A defense attorney for Barrack, Randall Jackson, got Tillerson to concede that he wasn’t aware of every person from whom Trump regularly sought counsel, inside or outside the White House.

He spent much of his cross-examination homing in on Tillerson’s long tenure as the chief executive of ExxonMobil.

Jackson highlighted the similarities between Tillerson’s activities while in the private sector and what prosecutors have painted as nefarious behavior by Barrack, such as meeting with top officials from various foreign governments.

The former secretary said that in the course of his work for Exxon, he’d met most heads of state “many times” and knew several “quite well.”

During that line of questioning, Tillerson revealed he had looked into whether or not he needed to register as a foreign agent during his time as Exxon. “I had my attorneys and lawyers look at the law,” Tillerson said, explaining that he “wanted to be sure if we needed to register, we registered.” Ultimately his attorneys decided it wasn’t necessary, Tillerson said.

But while Tillerson acknowledged that in many foreign countries it would be difficult to conduct business without engaging with top government officials — some of whom might hold significant business roles in addition to roles within that government’s national security apparatus — prosecutors sought to draw key distinctions between how Tillerson and Barrack conducted themselves in the private sector.
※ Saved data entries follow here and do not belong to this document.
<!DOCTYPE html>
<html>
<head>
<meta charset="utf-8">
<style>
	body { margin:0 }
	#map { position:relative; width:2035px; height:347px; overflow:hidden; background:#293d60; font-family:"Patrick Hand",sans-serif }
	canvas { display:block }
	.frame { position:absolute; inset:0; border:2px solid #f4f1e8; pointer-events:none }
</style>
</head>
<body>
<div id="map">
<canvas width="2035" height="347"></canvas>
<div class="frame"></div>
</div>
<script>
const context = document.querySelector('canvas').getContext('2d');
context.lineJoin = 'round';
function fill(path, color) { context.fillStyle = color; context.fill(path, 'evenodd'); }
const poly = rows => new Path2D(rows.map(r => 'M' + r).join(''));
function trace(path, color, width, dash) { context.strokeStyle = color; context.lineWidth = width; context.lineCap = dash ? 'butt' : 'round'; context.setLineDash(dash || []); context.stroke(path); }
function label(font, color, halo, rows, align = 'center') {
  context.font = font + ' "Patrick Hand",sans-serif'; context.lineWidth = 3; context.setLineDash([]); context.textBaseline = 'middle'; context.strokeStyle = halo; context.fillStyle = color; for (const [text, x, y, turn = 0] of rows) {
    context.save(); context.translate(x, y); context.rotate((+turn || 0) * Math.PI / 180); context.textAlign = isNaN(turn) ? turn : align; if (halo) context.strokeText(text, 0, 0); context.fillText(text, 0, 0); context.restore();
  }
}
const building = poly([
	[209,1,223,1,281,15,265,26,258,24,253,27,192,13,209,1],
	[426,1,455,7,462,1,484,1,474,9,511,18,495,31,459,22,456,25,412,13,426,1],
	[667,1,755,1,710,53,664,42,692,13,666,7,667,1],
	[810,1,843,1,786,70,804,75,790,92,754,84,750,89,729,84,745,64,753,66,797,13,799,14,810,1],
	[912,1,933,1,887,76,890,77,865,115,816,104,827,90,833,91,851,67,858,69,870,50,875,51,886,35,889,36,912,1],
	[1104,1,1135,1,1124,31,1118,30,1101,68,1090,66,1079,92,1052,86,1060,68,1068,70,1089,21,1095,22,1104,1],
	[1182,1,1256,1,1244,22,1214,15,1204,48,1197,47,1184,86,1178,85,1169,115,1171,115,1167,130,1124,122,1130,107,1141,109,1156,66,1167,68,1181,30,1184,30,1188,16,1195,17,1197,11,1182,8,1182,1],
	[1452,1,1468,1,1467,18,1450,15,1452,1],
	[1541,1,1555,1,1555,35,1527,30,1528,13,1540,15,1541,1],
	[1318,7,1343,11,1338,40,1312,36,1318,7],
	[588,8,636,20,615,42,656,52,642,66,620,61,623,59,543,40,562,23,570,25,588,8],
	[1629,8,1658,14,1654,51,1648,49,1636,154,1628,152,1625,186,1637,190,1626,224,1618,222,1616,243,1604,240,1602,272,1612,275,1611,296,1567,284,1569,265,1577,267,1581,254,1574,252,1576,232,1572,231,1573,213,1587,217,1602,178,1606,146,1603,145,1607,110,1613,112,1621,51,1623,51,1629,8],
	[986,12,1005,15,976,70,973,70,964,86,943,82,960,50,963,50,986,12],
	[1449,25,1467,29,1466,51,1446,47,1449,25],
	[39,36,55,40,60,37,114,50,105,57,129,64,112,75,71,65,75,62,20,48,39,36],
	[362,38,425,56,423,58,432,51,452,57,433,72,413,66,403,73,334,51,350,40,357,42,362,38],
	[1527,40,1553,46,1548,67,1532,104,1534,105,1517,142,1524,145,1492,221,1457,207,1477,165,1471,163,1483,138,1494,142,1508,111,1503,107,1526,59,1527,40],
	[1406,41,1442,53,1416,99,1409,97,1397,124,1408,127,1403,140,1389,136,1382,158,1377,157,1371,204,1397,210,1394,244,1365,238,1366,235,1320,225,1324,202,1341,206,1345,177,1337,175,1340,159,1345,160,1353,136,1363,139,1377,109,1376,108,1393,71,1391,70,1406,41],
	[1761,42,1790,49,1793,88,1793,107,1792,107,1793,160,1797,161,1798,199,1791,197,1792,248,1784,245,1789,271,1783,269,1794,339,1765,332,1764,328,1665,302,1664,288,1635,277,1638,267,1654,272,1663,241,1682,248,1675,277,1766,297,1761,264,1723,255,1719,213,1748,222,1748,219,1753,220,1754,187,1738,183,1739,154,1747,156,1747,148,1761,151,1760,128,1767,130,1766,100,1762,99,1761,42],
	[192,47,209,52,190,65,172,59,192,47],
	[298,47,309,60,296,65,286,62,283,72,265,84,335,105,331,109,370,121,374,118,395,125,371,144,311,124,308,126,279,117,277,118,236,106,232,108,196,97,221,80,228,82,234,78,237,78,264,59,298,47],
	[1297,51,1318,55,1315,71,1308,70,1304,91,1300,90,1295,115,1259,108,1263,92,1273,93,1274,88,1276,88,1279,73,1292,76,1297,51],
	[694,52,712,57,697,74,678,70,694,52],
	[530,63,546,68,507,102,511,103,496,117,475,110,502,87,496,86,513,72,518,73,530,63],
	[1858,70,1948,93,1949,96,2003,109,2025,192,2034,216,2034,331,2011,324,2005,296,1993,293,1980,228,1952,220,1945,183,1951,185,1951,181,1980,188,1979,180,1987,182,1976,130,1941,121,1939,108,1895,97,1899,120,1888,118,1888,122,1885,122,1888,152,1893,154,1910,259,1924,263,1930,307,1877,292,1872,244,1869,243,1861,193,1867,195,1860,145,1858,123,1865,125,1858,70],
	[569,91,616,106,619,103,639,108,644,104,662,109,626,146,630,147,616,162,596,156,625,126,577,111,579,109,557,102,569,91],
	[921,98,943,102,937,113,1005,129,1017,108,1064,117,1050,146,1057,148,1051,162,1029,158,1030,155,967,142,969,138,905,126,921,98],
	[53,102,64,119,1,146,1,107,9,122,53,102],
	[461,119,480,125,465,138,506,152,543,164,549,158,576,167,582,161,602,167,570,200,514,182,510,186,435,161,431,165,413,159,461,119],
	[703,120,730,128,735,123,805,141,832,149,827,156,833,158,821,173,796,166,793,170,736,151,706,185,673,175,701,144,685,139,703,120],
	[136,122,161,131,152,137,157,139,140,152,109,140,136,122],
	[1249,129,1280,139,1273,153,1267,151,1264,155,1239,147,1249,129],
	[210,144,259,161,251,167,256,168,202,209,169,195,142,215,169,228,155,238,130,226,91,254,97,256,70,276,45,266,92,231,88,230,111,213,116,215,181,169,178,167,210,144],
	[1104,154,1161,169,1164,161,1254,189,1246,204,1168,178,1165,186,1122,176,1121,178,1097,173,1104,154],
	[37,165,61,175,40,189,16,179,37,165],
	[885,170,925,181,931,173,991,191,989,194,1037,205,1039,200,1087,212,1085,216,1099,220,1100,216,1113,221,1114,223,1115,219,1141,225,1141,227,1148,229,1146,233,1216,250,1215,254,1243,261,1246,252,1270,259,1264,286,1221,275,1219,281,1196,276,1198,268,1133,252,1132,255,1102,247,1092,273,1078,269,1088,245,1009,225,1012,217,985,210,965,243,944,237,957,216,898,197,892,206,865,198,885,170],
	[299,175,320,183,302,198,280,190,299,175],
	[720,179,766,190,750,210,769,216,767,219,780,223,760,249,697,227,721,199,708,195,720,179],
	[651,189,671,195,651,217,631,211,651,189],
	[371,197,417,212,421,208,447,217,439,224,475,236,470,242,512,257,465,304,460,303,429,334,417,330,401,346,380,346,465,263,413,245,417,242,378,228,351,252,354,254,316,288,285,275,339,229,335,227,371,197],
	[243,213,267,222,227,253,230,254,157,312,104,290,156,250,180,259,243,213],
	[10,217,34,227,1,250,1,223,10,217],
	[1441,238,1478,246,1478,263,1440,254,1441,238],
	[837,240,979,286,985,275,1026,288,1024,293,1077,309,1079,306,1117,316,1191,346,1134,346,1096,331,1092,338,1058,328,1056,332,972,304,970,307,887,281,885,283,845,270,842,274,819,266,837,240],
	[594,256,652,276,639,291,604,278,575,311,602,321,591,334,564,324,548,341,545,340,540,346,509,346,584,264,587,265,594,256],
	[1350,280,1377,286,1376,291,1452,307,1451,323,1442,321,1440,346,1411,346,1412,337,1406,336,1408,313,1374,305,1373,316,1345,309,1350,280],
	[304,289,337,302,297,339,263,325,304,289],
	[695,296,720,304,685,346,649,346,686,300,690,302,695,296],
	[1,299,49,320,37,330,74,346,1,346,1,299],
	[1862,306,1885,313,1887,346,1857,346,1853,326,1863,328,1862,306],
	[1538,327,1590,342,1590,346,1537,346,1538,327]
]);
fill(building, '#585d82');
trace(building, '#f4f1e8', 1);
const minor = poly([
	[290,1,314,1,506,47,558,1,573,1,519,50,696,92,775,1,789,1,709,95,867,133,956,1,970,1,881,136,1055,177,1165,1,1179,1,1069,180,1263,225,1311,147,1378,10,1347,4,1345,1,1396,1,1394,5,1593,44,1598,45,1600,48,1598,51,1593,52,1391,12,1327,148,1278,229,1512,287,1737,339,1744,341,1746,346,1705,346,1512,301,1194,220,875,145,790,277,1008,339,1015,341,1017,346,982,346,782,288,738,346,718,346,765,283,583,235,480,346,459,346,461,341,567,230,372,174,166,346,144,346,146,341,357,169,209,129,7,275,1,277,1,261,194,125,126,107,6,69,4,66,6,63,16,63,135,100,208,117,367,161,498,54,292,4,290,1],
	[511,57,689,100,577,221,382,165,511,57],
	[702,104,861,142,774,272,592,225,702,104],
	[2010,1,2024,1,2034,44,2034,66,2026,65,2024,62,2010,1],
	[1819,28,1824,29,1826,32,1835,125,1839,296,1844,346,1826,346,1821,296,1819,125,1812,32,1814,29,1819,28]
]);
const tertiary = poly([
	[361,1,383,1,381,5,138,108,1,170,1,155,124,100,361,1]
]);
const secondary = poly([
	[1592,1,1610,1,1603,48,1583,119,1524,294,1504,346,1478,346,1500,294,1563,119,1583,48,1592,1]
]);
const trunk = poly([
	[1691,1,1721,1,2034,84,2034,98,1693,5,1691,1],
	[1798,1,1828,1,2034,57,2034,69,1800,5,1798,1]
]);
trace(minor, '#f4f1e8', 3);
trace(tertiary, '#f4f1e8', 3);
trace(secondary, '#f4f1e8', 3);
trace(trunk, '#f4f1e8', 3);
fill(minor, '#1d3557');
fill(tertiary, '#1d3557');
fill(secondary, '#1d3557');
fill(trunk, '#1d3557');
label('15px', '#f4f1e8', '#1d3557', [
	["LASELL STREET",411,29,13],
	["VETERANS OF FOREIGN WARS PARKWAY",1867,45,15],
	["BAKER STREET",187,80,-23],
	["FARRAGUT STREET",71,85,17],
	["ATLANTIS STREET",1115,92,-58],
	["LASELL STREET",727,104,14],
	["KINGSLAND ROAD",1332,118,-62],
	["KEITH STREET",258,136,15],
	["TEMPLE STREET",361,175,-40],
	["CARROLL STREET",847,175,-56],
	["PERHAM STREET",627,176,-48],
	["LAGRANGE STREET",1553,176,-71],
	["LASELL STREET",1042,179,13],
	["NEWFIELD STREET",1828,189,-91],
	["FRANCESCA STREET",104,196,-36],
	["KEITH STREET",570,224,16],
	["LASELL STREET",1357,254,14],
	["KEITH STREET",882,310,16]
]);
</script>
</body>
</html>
Unlike what prosecutors contend Barrack did, Tillerson never asked a foreign government for talking points ahead of a media appearance, sought edits from foreign government officials on op-eds he’d written or provided officials from a foreign government with nonpublic information about the U.S. government, he said.

Tillerson sought to downplay the notion that he was at odds with the president any more than was usual, describing one instance in which Trump urged Tillerson in a tweet not to “waste your time” negotiating with the North Koreans over their nuclear weapons program as part of a “good cop, bad cop” strategy.

When asked about Trump’s apparent support for the Qatari blockade on the same day that Tillerson called for easing it, Tillerson argued that he felt Trump’s stance was “incorrect,” primarily because it was “premature.” He noted that eventually Trump came around to supporting an end to the blockade, which happened last year.

Lawyers for Barrack first signaled Tillerson’s likely testimony over the weekend, in a court filing urging that the government be compelled to produce Tillerson on Monday rather than Tuesday, given the court’s plans to adjourn early for Yom Kippur and prosecutors’ supposed contention that the former secretary would be unavailable past Oct. 4.

Tillerson’s testimony was nearly derailed, however, by a reminder of the ongoing Covid pandemic.

During a morning break, U.S. District Court Judge Brian Cogan announced that a member of the jury had notified the court that they may have Covid-19. After discussing whether to adjourn for the day — or potentially until later in the week due to the Jewish holiday — prosecutors and defense attorneys agreed to dismiss the juror and seat an alternate.

Cogan then asked whether the court should inform the rest of the jury, noting that very few had been wearing masks as a result of the courthouse’s recently lifted requirement to do so but that the juror in question had been separated from the rest of the jury, which was aware that she hadn’t been feeling well. He ultimately did not say anything to the jury.